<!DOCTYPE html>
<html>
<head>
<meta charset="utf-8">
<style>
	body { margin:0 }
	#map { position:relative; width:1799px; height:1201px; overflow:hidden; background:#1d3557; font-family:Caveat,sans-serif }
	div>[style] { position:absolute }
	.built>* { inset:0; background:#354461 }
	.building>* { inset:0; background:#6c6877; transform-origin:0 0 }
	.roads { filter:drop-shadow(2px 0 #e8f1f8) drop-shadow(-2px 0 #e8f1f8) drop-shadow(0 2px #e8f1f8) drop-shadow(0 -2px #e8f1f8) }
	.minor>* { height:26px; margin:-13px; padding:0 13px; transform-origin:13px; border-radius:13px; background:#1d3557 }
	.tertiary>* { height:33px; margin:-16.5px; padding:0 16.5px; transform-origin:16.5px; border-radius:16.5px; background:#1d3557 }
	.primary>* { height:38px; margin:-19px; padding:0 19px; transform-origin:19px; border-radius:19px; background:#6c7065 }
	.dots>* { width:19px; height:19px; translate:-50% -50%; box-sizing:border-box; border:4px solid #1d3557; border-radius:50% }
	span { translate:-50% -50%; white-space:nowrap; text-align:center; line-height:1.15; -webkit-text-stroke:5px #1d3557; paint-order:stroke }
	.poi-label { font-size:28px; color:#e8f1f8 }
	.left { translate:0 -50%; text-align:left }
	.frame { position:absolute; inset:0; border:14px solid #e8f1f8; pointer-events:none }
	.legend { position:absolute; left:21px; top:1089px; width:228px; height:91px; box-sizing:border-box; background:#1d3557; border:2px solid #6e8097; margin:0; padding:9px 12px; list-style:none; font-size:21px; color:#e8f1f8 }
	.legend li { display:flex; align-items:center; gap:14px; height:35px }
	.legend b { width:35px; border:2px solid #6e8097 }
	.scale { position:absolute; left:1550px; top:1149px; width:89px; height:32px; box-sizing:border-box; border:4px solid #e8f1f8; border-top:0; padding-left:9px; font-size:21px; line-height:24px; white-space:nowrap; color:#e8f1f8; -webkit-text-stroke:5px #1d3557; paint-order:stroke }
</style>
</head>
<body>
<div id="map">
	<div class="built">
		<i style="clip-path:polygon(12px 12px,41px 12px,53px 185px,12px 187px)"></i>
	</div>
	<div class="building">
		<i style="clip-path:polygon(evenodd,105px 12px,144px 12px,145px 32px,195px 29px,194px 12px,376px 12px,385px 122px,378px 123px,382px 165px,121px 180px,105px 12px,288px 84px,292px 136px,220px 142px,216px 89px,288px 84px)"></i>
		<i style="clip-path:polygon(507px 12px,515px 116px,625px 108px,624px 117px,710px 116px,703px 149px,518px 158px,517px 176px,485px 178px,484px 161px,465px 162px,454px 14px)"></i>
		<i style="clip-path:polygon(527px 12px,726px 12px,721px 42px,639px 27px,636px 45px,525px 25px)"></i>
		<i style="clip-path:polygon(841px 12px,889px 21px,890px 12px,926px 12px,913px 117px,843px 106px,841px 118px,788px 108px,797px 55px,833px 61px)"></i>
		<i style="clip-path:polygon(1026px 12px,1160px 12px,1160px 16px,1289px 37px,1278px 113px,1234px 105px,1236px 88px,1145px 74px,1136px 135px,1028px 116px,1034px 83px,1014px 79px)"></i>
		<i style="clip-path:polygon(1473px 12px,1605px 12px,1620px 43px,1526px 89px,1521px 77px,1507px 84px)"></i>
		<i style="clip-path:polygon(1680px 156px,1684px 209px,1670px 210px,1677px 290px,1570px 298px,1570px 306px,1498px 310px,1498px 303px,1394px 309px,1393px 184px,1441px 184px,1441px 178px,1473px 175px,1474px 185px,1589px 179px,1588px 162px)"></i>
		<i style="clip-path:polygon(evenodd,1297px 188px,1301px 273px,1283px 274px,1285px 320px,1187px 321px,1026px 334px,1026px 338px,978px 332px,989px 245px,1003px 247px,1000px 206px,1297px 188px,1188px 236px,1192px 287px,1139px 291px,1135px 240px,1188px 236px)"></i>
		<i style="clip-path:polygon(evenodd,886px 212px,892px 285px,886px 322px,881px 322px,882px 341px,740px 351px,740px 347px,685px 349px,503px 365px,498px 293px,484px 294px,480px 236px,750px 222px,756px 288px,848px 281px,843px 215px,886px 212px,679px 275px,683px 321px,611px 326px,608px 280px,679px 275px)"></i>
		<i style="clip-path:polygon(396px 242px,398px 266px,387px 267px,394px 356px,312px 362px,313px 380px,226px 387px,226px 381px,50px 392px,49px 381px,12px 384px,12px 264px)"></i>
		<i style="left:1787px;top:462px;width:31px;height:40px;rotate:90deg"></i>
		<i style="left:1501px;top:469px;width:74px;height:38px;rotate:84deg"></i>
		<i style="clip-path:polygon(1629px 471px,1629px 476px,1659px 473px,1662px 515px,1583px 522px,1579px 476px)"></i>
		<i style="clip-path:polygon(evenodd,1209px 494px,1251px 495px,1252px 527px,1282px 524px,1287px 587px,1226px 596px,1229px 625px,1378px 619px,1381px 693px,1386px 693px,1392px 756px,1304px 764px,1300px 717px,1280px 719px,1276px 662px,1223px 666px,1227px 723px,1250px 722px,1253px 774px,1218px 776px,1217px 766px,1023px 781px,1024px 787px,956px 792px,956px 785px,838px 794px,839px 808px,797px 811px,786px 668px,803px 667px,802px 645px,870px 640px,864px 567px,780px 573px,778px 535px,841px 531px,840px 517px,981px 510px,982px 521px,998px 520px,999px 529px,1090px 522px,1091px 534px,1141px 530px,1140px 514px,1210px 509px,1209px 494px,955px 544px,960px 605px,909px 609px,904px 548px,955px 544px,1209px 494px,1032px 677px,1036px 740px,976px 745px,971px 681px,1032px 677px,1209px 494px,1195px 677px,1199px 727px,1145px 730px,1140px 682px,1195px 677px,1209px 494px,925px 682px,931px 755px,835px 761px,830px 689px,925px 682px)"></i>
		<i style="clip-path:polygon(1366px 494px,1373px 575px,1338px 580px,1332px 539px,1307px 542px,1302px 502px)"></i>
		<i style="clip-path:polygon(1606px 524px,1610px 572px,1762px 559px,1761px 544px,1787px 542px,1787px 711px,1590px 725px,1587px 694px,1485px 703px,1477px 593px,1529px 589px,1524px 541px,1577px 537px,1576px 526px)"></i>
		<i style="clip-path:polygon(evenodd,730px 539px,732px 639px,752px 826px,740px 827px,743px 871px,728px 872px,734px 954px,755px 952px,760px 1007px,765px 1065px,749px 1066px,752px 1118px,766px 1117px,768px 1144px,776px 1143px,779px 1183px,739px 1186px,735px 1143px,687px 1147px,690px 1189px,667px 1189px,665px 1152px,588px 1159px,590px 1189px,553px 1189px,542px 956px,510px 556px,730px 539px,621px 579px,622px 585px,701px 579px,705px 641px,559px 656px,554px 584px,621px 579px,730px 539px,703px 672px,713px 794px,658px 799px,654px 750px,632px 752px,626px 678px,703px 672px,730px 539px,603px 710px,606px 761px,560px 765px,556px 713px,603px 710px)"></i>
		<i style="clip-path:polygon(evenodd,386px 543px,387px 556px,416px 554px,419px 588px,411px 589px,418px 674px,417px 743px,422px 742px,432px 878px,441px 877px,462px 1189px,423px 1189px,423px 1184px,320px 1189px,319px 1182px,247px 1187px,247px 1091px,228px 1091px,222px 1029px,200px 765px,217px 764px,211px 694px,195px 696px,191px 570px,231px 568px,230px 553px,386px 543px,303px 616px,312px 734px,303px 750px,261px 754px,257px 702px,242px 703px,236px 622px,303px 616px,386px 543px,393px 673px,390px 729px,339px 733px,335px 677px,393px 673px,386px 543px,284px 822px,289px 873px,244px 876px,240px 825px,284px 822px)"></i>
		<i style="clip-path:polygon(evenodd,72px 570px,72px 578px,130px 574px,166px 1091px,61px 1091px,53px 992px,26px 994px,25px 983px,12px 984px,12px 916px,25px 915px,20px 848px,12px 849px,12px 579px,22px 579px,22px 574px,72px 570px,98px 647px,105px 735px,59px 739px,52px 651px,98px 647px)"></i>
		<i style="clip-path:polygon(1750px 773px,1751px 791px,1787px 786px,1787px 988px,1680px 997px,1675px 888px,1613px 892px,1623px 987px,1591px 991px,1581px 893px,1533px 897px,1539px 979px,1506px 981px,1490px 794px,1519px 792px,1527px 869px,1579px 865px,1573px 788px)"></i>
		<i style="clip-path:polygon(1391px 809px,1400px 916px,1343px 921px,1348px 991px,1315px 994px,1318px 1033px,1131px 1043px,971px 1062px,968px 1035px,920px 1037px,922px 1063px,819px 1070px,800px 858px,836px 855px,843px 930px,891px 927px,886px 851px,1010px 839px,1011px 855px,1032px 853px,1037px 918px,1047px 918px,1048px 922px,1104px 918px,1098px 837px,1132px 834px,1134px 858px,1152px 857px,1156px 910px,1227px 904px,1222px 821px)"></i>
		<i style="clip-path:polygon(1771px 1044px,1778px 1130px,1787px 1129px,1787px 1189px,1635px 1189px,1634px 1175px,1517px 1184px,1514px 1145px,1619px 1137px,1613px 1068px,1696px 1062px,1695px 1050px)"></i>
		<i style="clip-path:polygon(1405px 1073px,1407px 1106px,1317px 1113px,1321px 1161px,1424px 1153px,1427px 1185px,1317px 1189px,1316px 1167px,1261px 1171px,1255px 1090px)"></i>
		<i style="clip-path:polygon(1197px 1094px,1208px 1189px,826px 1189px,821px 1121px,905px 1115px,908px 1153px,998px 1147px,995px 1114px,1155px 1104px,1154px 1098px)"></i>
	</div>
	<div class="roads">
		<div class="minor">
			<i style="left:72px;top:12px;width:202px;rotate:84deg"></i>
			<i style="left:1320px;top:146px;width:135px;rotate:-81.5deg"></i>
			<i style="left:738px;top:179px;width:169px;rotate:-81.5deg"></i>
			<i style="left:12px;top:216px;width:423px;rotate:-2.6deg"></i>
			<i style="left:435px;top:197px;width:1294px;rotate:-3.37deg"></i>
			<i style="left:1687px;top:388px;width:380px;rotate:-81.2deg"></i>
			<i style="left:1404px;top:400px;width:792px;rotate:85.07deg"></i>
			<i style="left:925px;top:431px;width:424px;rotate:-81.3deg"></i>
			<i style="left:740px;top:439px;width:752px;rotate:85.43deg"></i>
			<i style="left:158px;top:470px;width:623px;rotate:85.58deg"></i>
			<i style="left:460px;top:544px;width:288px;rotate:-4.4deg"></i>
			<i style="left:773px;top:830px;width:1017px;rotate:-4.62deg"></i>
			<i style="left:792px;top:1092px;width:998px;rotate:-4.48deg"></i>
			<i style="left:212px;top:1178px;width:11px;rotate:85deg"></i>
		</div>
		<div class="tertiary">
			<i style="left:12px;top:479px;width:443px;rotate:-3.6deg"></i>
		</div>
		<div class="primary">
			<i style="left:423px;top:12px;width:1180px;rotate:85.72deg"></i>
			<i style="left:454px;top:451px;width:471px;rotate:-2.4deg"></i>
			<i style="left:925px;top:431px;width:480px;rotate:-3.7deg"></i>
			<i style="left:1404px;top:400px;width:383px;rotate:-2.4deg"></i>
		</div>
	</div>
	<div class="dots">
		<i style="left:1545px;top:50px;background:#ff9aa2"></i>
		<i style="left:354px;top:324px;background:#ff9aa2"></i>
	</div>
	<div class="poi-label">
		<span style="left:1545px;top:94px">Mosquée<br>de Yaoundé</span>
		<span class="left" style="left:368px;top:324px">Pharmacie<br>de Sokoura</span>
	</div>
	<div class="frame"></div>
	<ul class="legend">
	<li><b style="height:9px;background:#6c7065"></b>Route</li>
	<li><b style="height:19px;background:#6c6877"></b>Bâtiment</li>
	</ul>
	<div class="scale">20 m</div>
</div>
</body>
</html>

▶ [EXERCISE GOAL]
What lines above contain the string "label"? Copy all of them.

▶ [ANSWER AREA]
	.poi-label { font-size:28px; color:#e8f1f8 }
	<div class="poi-label">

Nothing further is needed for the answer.